[DATA PROVIDED Boundary: Start]
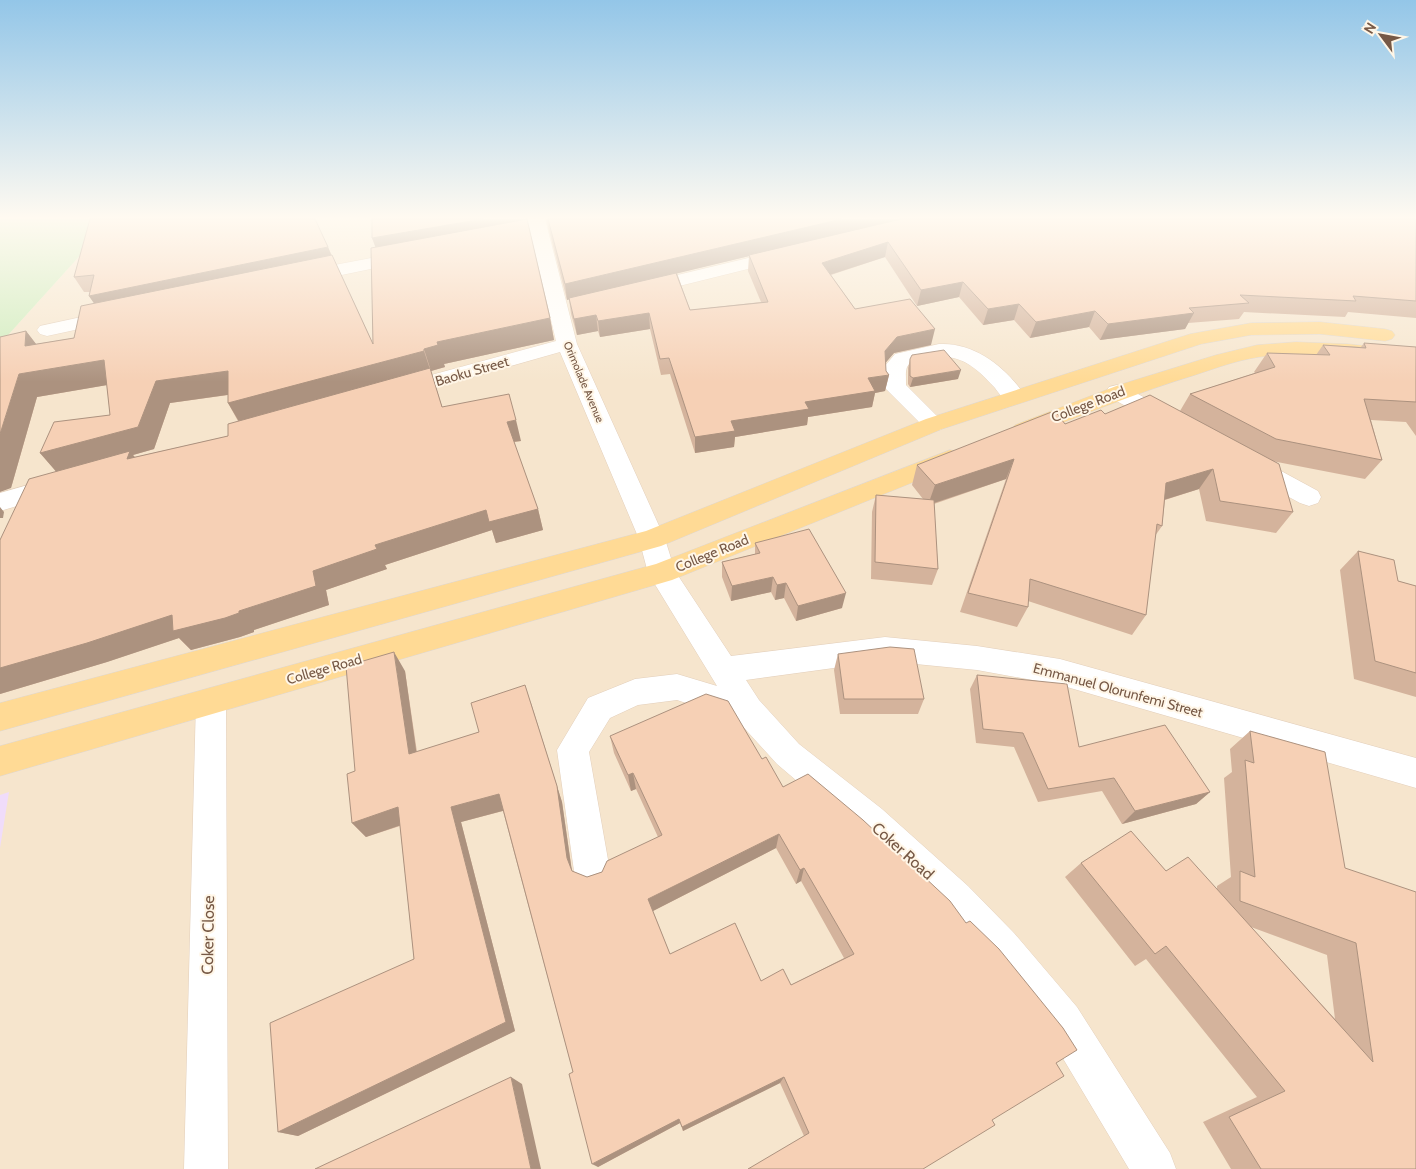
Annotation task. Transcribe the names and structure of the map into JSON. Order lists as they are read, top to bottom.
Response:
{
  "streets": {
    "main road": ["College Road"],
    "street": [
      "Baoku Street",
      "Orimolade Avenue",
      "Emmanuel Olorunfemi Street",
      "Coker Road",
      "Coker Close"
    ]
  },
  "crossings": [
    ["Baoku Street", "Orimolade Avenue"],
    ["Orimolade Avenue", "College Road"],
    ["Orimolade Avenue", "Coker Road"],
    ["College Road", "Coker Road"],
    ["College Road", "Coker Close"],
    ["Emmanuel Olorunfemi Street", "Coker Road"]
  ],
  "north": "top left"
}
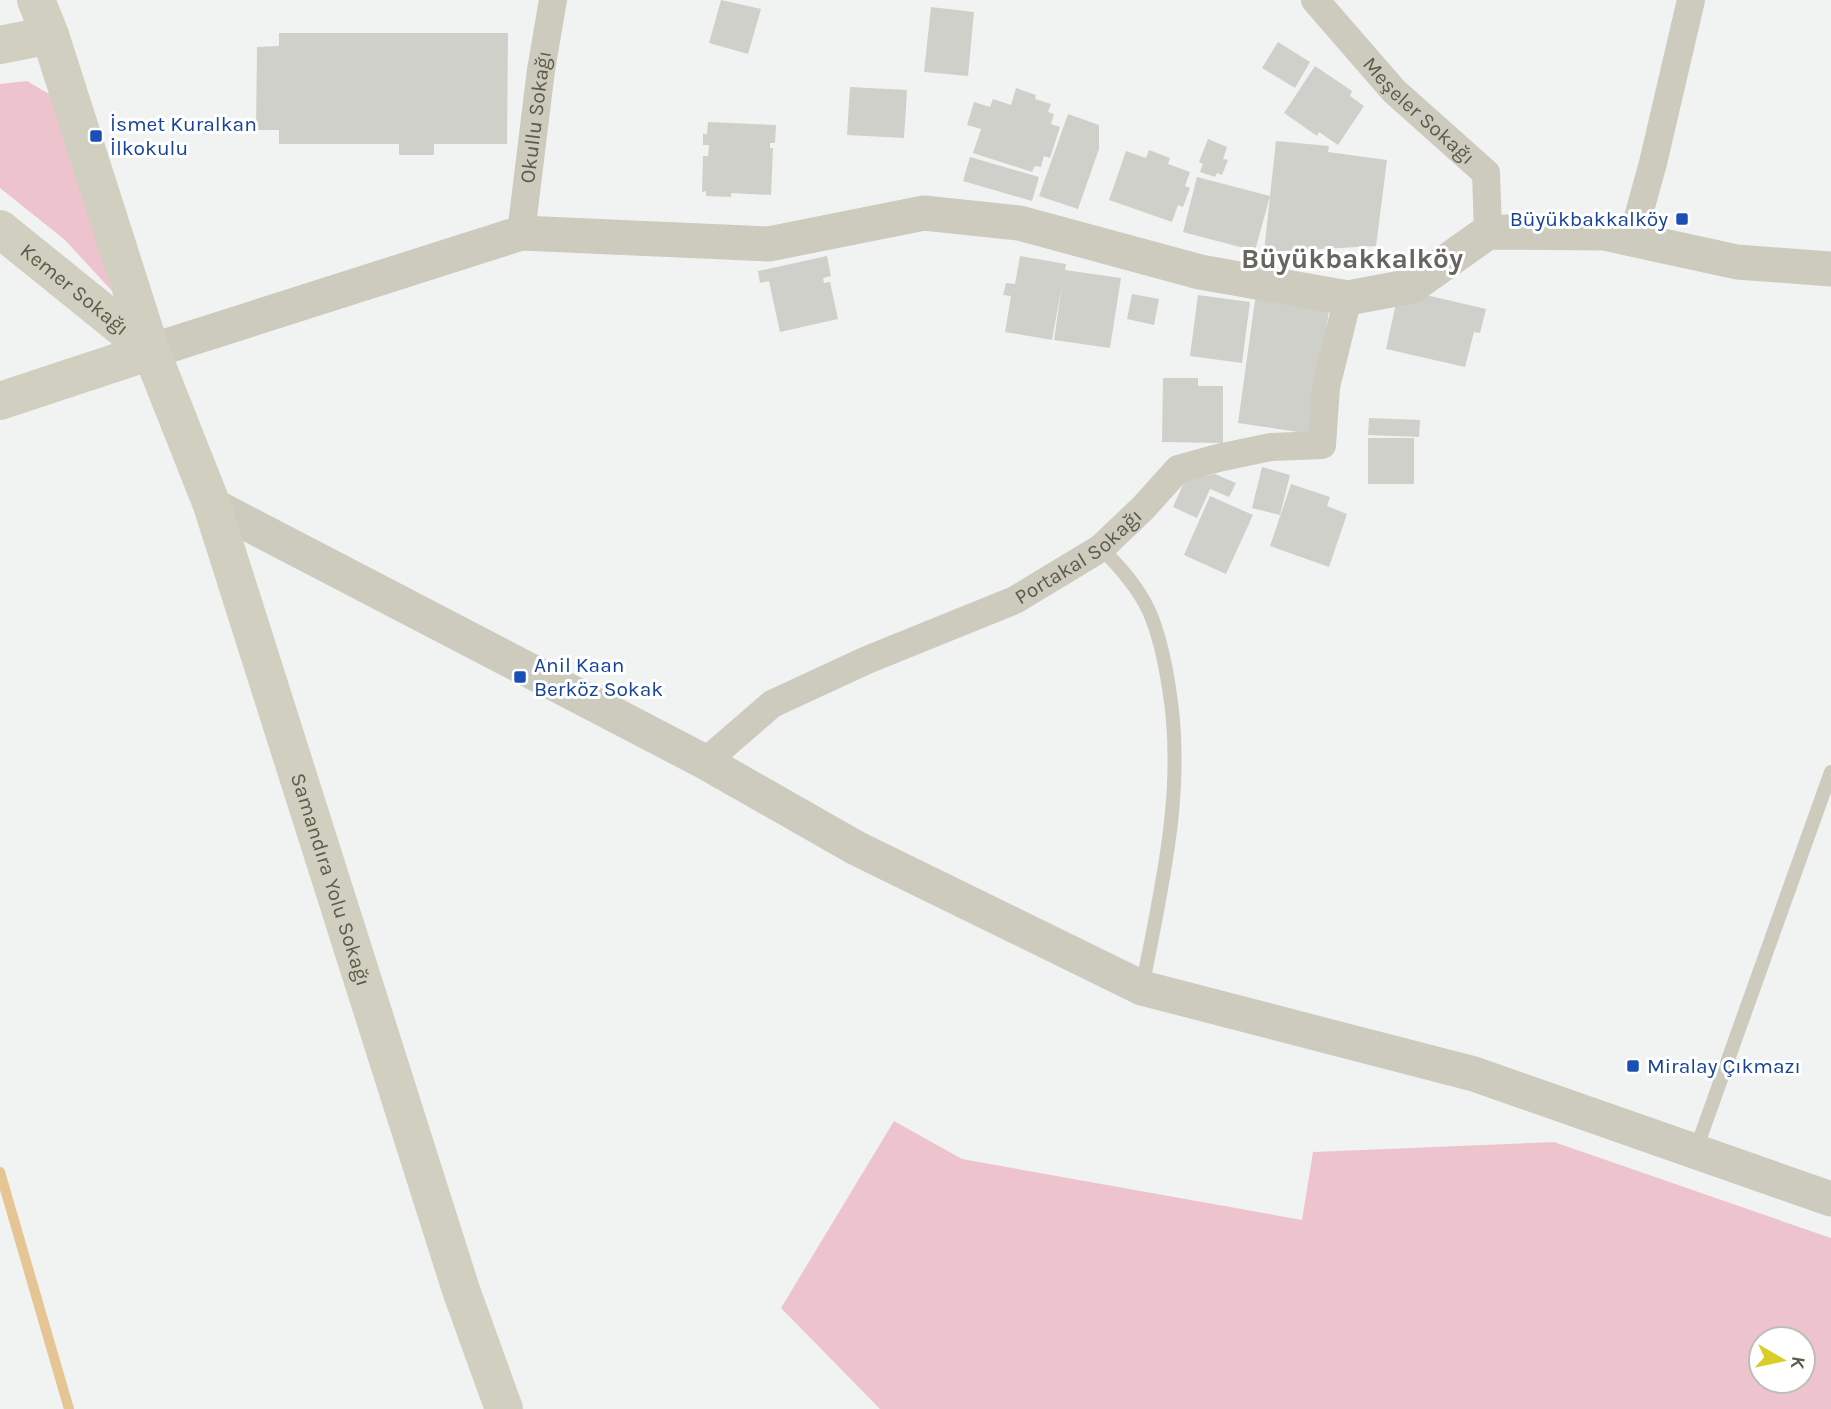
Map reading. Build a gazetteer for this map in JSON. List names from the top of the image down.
[DATA PROVIDED Boundary: End]
[DATA PROVIDED Boundary: Start]
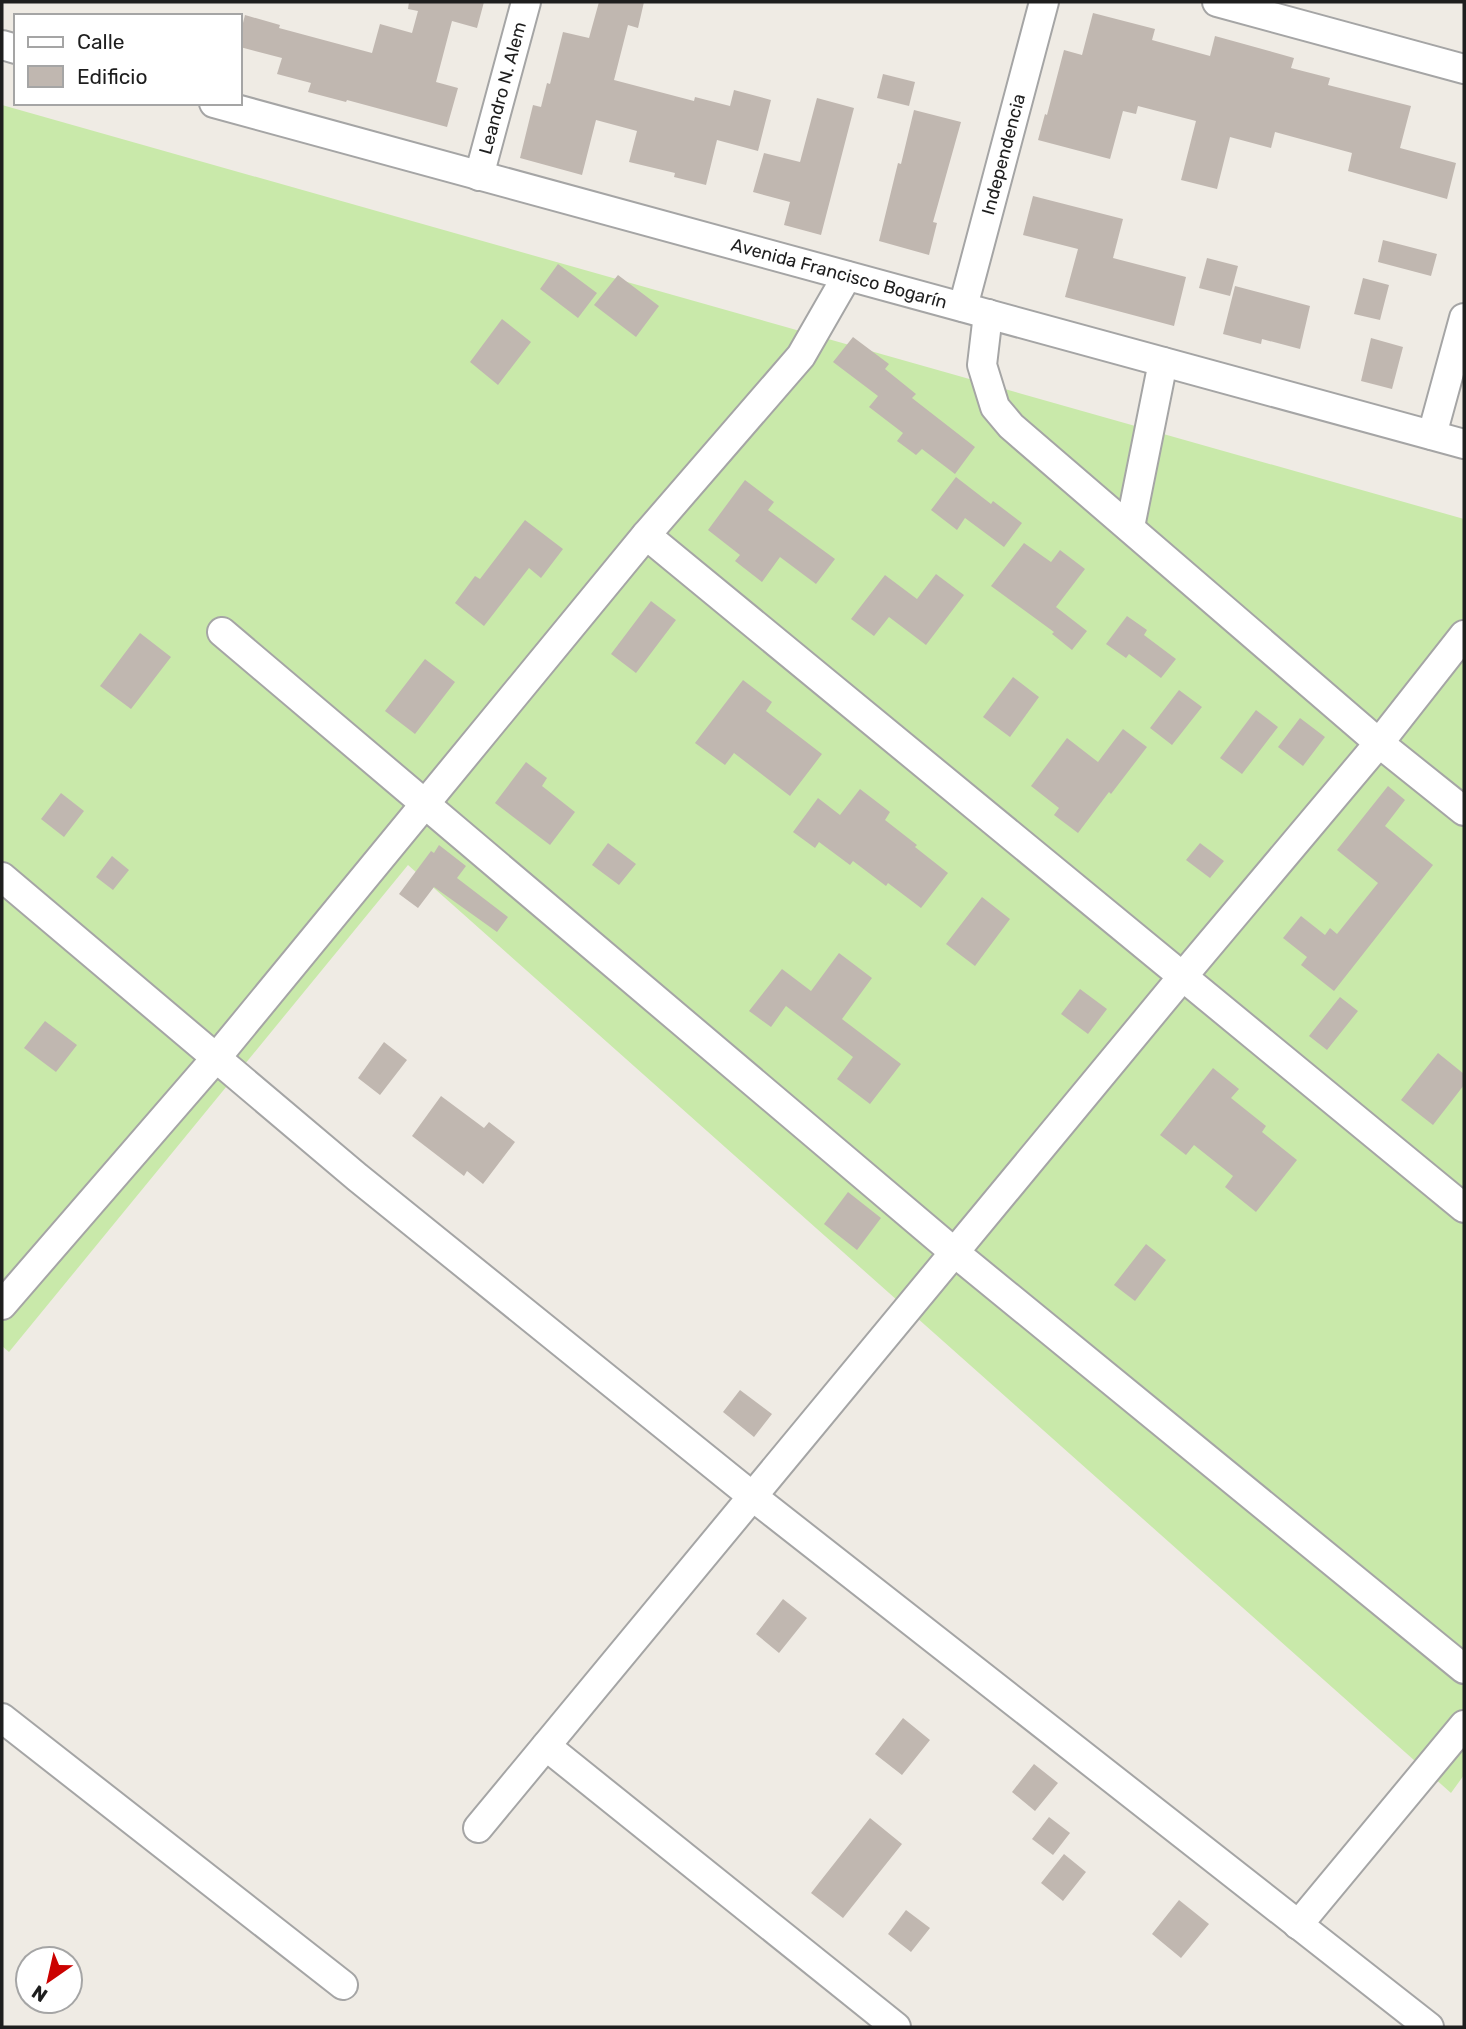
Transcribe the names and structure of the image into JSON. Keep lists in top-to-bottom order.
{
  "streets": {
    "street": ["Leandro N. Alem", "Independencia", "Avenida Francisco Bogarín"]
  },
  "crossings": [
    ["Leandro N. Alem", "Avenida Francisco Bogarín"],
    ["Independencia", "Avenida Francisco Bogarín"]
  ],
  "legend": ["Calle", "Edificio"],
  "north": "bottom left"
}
[DATA PROVIDED Boundary: End]
**WHAT IS REQUIRED**
Starting at the line containing "Annotation task. Transcribe" and finishing at the line containing "Map reading. Build", return those lines exactly as they appear above, without the pictures.

**RESPONSE TO THE TASK**
Annotation task. Transcribe the names and structure of the map into JSON. Order lists as they are read, top to bottom.
Response:
{
  "streets": {
    "main road": ["College Road"],
    "street": [
      "Baoku Street",
      "Orimolade Avenue",
      "Emmanuel Olorunfemi Street",
      "Coker Road",
      "Coker Close"
    ]
  },
  "crossings": [
    ["Baoku Street", "Orimolade Avenue"],
    ["Orimolade Avenue", "College Road"],
    ["Orimolade Avenue", "Coker Road"],
    ["College Road", "Coker Road"],
    ["College Road", "Coker Close"],
    ["Emmanuel Olorunfemi Street", "Coker Road"]
  ],
  "north": "top left"
}
Map reading. Build a gazetteer for this map in JSON. List names from the top of the image down.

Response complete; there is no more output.